Coding agents¶

What’s an agent?¶

The definition of the term “agent” in AI has been hotly debated since at least the 1990s. For this workshop, we’ll use my preferred simple definition:

An LLM agent runs tools in a loop to achieve a goal.

The agent harness is the software that sends a prompt to a Large Language Model, checks if the model wants to use a tool, executes that tool, feeds the result back to the model, and repeats. That’s the loop.

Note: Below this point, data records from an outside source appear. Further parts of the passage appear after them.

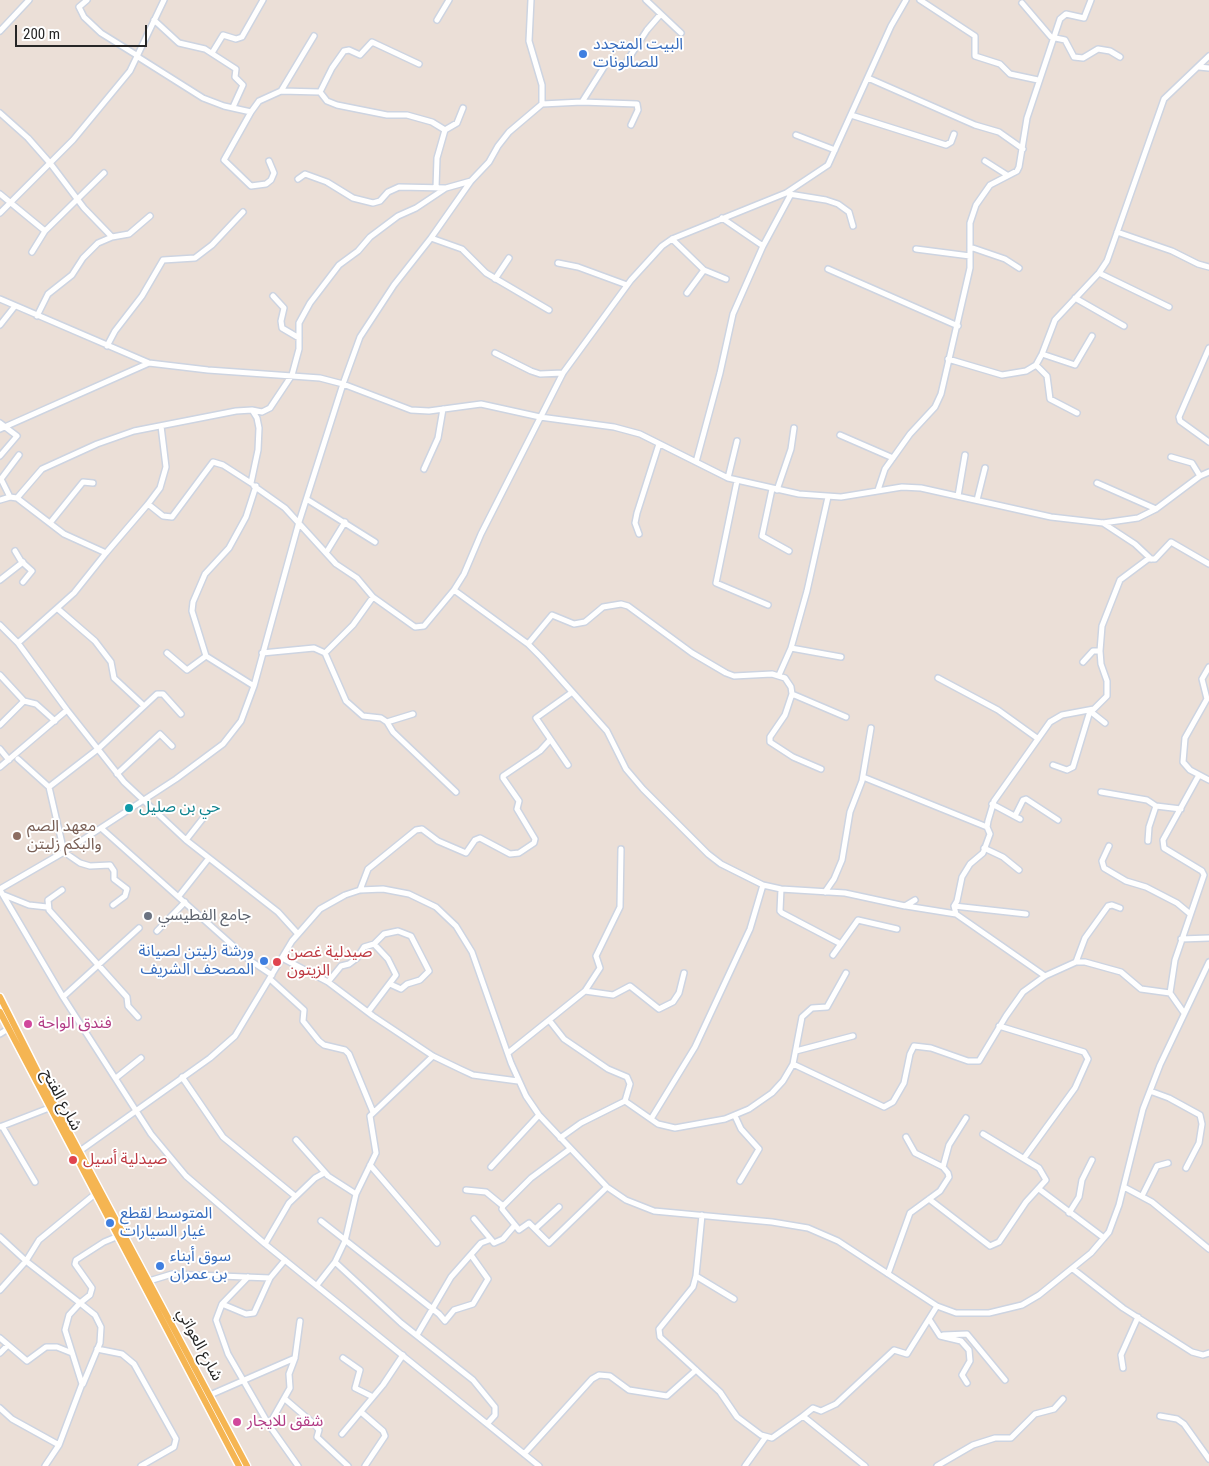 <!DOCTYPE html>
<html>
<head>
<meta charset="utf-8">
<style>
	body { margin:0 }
	#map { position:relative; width:1209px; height:1466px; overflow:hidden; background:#ebdfd7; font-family:"Roboto Condensed",sans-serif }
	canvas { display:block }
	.scale { position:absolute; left:15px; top:25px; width:132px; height:22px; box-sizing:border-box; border:2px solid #272727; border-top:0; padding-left:6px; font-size:15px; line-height:18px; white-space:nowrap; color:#272727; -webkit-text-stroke:4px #fff; paint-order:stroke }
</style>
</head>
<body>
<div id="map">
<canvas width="1209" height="1466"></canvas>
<div class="scale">200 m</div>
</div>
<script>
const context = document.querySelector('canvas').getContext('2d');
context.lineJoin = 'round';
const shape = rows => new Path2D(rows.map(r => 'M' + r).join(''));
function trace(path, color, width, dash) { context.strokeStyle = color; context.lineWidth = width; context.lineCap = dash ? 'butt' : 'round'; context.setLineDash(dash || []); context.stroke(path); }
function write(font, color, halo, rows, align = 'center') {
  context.font = font + ' "Roboto Condensed","Noto Sans Arabic",sans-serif'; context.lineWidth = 4; context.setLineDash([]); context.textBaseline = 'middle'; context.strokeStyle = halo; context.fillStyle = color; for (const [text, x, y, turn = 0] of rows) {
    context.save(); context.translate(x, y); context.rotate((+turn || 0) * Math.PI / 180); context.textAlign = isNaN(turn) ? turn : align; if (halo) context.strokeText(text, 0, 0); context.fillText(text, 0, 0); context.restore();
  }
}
const minor = shape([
	[87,0,79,7,84,17,101,33,138,56],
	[646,0,681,33],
	[920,0,975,36,975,56,1000,64,1010,74,1038,80],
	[1022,3,1051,37,1065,40,1074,57,1083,58,1098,49,1110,51,1120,57],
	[154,20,179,43,205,49,236,69,235,77,243,85,233,107],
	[437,20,449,0],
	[0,31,29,0],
	[212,53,223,35,236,39,242,37,263,0],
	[138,57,203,98,224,106,251,112,224,160,251,186,266,184,271,180,274,173,269,161],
	[627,61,647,30,660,15],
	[1199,67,1209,68],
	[868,78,975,125,999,132,1023,149],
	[281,91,314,36],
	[320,92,327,101,337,105,387,115,407,115,432,122,445,130],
	[582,102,604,67],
	[542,104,582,102,637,104,638,110,631,125],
	[251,112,259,101,281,91,320,92,332,68,344,51,349,50,360,55,372,42,419,64],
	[0,113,28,138,50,163,84,208,112,237,129,234,150,216],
	[851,115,946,145,951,142,954,134],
	[796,135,835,150],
	[985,161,1007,175],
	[298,179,305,174,327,182,353,198,373,203,380,201,388,192,399,187,446,188],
	[436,188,437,158,445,130,457,123,463,108],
	[0,194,45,231,32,252],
	[789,194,826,200,838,204,849,212,853,226],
	[0,213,73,140,130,71,164,0],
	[722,218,763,246],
	[45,231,104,173],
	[1117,232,1172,251,1198,264,1209,267],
	[431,238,462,249,486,273,549,310],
	[672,239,704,270,726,279],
	[970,247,1005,259,1019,268],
	[916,249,970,256],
	[558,263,578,267,627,285],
	[828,269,958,326],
	[1099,273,1169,307],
	[495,279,509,258],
	[687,293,704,270],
	[273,296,284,308,281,321,282,328,299,338],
	[1075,298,1124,326],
	[0,299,149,363,208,370,320,378,343,384,411,410,429,411,481,404,540,417,614,427,640,434,728,478,799,494,841,497,902,487,921,488,1051,517,1103,523,1138,518,1156,509,1200,476,1209,472],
	[37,316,48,294,72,275,83,258,98,243,112,237],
	[0,325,15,306],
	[107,346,115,331,142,296,163,260,195,258,212,245,243,212],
	[1209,348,1179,417,1180,421,1209,442],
	[495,353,531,371,540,374,563,373],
	[1042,354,1075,365,1092,336],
	[948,359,1002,375,1026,371,1036,365,1042,354,1055,320,1099,273,1107,261,1164,99,1209,56],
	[1036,365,1047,376,1050,399,1077,413],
	[0,423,17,436,0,456],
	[0,429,149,363],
	[840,435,893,458],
	[1171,457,1192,463,1200,476],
	[696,462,720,373,733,314,763,246,791,194],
	[424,469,438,438,443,409],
	[728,478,737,441],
	[737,481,716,583,768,605],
	[1097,483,1156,509],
	[254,486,285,508,336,564,357,578,373,597],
	[772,489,762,536,789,551],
	[777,490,791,449,794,428],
	[878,490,885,469,910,434,935,407,941,394,970,268,970,223,976,205,990,185,1017,171,1019,167,1027,118,1060,19,1066,14,1084,18,1091,0],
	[958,496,965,455],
	[10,497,1,479,19,455],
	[17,498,42,469,97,444,134,431,236,411,252,410],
	[0,500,10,497,17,498,64,534,106,553,148,504,163,516,172,517,213,462,223,465,251,483,258,450,259,428,257,418,252,410,262,412,270,408,292,375,299,349,299,323,310,303,339,265,358,251,370,237,398,216,416,208,446,188,471,181],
	[308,500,375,542],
	[977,500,985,468],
	[148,504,160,488,166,467,161,426],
	[50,523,83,482,93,483],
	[1103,523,1135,544,1151,559],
	[639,534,635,523,637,513,659,444],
	[15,551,21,561,32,571,23,582],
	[326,553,345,522],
	[0,580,23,562],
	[454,590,528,644,541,657,607,731,626,769,643,789,708,854,721,864,763,885,781,889,845,893,905,906,915,900],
	[58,609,95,641,111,662,114,678,143,705],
	[0,625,18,643,67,710],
	[18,643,74,593,106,553],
	[528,644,552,615,574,624,585,622,603,607,621,604,628,606,692,653,726,673,734,676,772,674,785,678,791,687,792,694,785,715,770,737,770,742,793,757,821,769],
	[791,648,807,591,828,497],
	[167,653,187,670,206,656],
	[262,653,314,648,325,653,353,625,373,597,415,627,424,626,454,590,464,574,481,534,563,373,631,280,662,246,672,239,786,193,828,165,891,26,906,0],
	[325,653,346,701,363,716,381,718,387,722,393,732,456,792],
	[1083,662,1093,651,1100,651],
	[1209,667,1202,679,1207,699,1185,738,1183,762,1190,770,1209,780],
	[0,675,24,701,36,704,55,721],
	[779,675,791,648,841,657],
	[938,678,998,710,1037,738],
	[254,686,206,656,192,611,193,602,205,574,229,548,246,517,256,486],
	[792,694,846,717],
	[1090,711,1105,723],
	[387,722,413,714],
	[0,725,24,701],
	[0,749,9,760],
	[18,759,49,787,64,852,80,863,90,866,110,865,114,871,114,879,127,889,125,896,113,905],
	[568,765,536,718,571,693],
	[1053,765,1067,770,1073,767,1090,711],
	[0,767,67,710,124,782,186,840],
	[117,774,160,734,172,746],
	[863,777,987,827],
	[49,787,98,749,157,694,163,694,181,714],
	[1101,792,1147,800,1156,806],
	[992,804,1020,819],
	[1015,816,1023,800,1026,799,1058,820],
	[204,817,186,840,209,858],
	[101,828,248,959,272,975],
	[1148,841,1149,827,1156,806,1181,809],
	[1109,846,1102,861,1104,868,1126,881,1146,887,1177,903,1189,913],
	[984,848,1003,857,1019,870],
	[0,889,64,852,176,779,223,744,241,721,254,686,299,522,343,384,360,337,394,285,431,238,471,181,489,162,498,146,509,132,542,104,542,85,529,41,531,0],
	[781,889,780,911,782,913,841,944],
	[0,890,63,997,151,1134,186,1176,265,1244,539,1466],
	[62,890,48,900,49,910,127,997,128,1006,138,1017],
	[360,890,368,869,416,830,422,829,438,841,466,853,475,840,480,838,510,854,519,853,534,843,535,839,517,809,519,801,503,778,503,776,540,751,550,740],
	[825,892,834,879,842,860,850,812,862,781,871,728],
	[4,895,29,905,47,907],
	[179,896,209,858,278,912,298,934],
	[906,906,956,914],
	[954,906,1026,914],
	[157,931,185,902],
	[1181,939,1209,938],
	[374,944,384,934,398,931,411,936,429,971,420,980,407,984,401,989,390,984],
	[833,955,858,920,897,929],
	[282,958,328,982,373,1016,433,1056,460,1069,473,1075,518,1081],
	[1076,962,1085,938,1108,906,1112,905,1120,908],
	[1045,976,956,914,954,906,957,901,962,877,970,864,983,853,990,834,987,827,988,821,994,801,1050,722,1062,715,1094,709,1107,696,1107,681,1101,664,1100,651,1102,626,1120,580,1148,559,1155,559,1171,542,1209,564],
	[270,979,304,1010,303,1021,319,1041,324,1045,345,1050,349,1054,373,1112],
	[328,982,341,966,349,964,357,958,364,947,374,944,388,959,396,975,368,1012],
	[585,991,600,968,596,956,620,907,621,849],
	[1170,993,1175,960,1204,875,1202,871,1164,848,1163,840,1199,775],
	[63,997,139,928],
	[549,1020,564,1039,608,1069,627,1077,630,1084,625,1101],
	[999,1026,1084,1052,1088,1059,1075,1088,1024,1158],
	[0,1034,8,1029],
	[796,1051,853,1036],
	[508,1053,585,991,613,995,630,986,659,1009,673,1002,679,993,684,973],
	[793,1064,884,1107,893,1102,904,1083,910,1054,914,1046,931,1048,968,1061,979,1061,1006,1016,1023,992,1045,976,1076,962,1085,962,1121,972,1141,989,1170,993,1184,1013],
	[182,1077,223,1137,295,1196],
	[116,1078,141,1058],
	[1150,1091,1169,1098,1200,1115,1202,1124,1199,1143,1186,1168],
	[735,1116,741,1129,759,1149,740,1181],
	[651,1119,695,1047,750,929,763,885],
	[2,1126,35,1182],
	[0,1127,49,1108],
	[560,1138,581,1123,625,1101,658,1124,675,1128,725,1119,749,1109,772,1093,783,1081,793,1064,802,1017,812,1008,827,1007,846,973],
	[296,1140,328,1176,356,1194],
	[77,1153,210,1058,235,1036,292,941,320,909,345,895,360,890,383,889,409,894,436,907,456,926,472,952,511,1063,526,1096,539,1115,607,1187,626,1200,654,1211,772,1222,808,1228,838,1241,937,1306,956,1313,989,1313,1022,1305,1039,1295,1091,1253,1109,1232,1119,1205,1143,1109,1160,1065,1209,962],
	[370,1165,437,1243],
	[491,1167,539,1115],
	[943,1167,949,1145,966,1118],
	[1124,1187,1152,1202,1209,1249],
	[1039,1189,1104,1238],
	[466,1190,486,1192,503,1206],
	[1142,1196,1157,1166,1168,1163],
	[929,1199,990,1246,999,1242,1026,1202,1046,1180,1039,1168,983,1134],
	[1069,1213,1079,1197,1082,1180,1092,1160],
	[702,1215,696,1276,693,1287,659,1329,660,1337,720,1392,737,1417,761,1435,772,1438,803,1416,865,1466],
	[474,1219,494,1243,503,1239,515,1225,519,1230,529,1223,549,1243,607,1187],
	[321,1221,439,1314,445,1321,454,1310,473,1304,488,1279,471,1255],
	[515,1225,502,1209,503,1206,531,1178,570,1149],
	[535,1229,559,1207],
	[0,1237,26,1261,80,1303,69,1315,65,1330,82,1384,59,1445,45,1466],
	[265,1244,289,1203,315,1178,324,1173],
	[285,1260,270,1278,254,1313,246,1314,222,1304,216,1320,228,1354,269,1425,298,1466],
	[335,1262,401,1323,473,1380,495,1407,495,1415,487,1424],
	[1073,1269,1123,1308,1192,1352,1203,1355,1209,1353],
	[888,1274,910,1213,940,1191,949,1177,948,1173,943,1167,915,1153,906,1137],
	[696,1276,734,1299],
	[149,1281,172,1274,270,1278],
	[317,1285,335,1262,345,1241,356,1194,376,1153,370,1116,433,1056],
	[0,1290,26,1261,39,1240,95,1194],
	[222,1304,248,1277],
	[929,1319,940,1336,961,1341,969,1350,970,1361,962,1375,967,1383],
	[417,1335,451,1277,481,1243,489,1240],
	[943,1335,967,1334,1005,1380],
	[0,1338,27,1361,46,1347,57,1347,72,1353],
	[97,1349,122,1354,134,1364,176,1439,174,1447,141,1466],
	[0,1353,8,1345],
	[343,1358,360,1370,355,1388,373,1397],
	[1123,1368,1121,1355,1138,1317],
	[83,1384,100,1343,101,1327,95,1315,80,1303,90,1295,92,1288,75,1264,76,1260,104,1242,121,1235],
	[210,1395,295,1358],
	[285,1399,313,1423,319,1430,317,1437,348,1466],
	[0,1408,12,1419,59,1445],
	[361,1412,383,1431,385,1436,365,1466],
	[803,1416,813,1408,821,1411,836,1404,894,1350,907,1354,937,1306],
	[1160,1416,1177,1419,1184,1424,1209,1459],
	[269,1425,290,1388,289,1374,295,1358,300,1321],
	[342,1434,383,1385,403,1355],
	[524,1454,592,1379,599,1375,610,1376,629,1390,667,1396,696,1370],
	[745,1466,765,1438],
	[937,1466,973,1445,995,1438,1011,1438,1035,1414,1054,1409,1063,1399]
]);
const major = shape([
	[0,997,55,1106,247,1466],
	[0,1012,239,1466]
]);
const markers = [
	[583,54,5,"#3f7fe0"],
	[129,808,5,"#0f9aa8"],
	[17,836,5,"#8d6e63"],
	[148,916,5,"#6b7280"],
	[264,961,5,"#3f7fe0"],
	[277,962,5,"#e0444e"],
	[28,1024,5,"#d1479c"],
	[73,1160,5,"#e0444e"],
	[110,1223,5,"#3f7fe0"],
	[160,1266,5,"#3f7fe0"],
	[237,1422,5,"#d1479c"]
];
const shopNames = [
	["البيت المتجدد",593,45],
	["للصالونات",593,63],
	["ورشة زليتن لصيانة",254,952,"right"],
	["المصحف الشريف",254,970,"right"],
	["المتوسط لقطع",120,1214],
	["غيار السيارات",120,1232],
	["سوق أبناء",170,1257],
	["بن عمران",170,1275]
];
const cultureNames = [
	["حي بن صليل",139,808]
];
const educationNames = [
	["معهد الصم",27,827],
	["والبكم زليتن",27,845]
];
const worshipNames = [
	["جامع الفطيسي",158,916]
];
const healthNames = [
	["صيدلية غصن",287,953],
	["الزيتون",287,971],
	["صيدلية أسيل",83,1160]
];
const hotelNames = [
	["فندق الواحة",38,1024],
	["شقق للايجار",247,1422]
];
const streetNames = [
	["شارع الفتح",61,1100,62],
	["شارع العواتي",199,1345,62]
];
trace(minor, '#cdd4e1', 8);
trace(major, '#fff', 9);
trace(minor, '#fff', 5);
trace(major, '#f5b552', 6);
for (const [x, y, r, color] of markers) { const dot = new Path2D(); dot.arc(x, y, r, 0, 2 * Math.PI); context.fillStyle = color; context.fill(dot); trace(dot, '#fff', 2); }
write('16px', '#366cbe', '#fff', shopNames, 'left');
write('16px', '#0d838f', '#fff', cultureNames, 'left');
write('16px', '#785e54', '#fff', educationNames, 'left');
write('16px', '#5b616d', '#fff', worshipNames, 'left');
write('16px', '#be3a42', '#fff', healthNames, 'left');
write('16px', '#b23c85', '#fff', hotelNames, 'left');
write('16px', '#272727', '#fff', streetNames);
</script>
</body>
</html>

A tool can be almost anything - a calculator, a web browser, a database query, an entire programming language.

The goal is whatever you tell the agent to achieve through prompting.

What’s a coding agent?¶

LLMs have been surprisingly good at writing code since GPT-3 in 2022. This makes sense when you consider that the grammatical rules of Python or JavaScript are trivial compared to human languages like Chinese and English.

They’re also notoriously prone to making mistakes. A mistake in code is bad, it means the code won’t run or, if it does, won’t do the thing you want it to do.

A coding agent solves this by being able to execute the code it writes. It can write some code, run it, see an error, fix the error, run it again, and inspect the output - all in a loop, iterating until it works.

This characteristic is transformational. It upgrades LLMs from weird fuzzy text prediction machines to systems that can almost-reliably write code and solve problems.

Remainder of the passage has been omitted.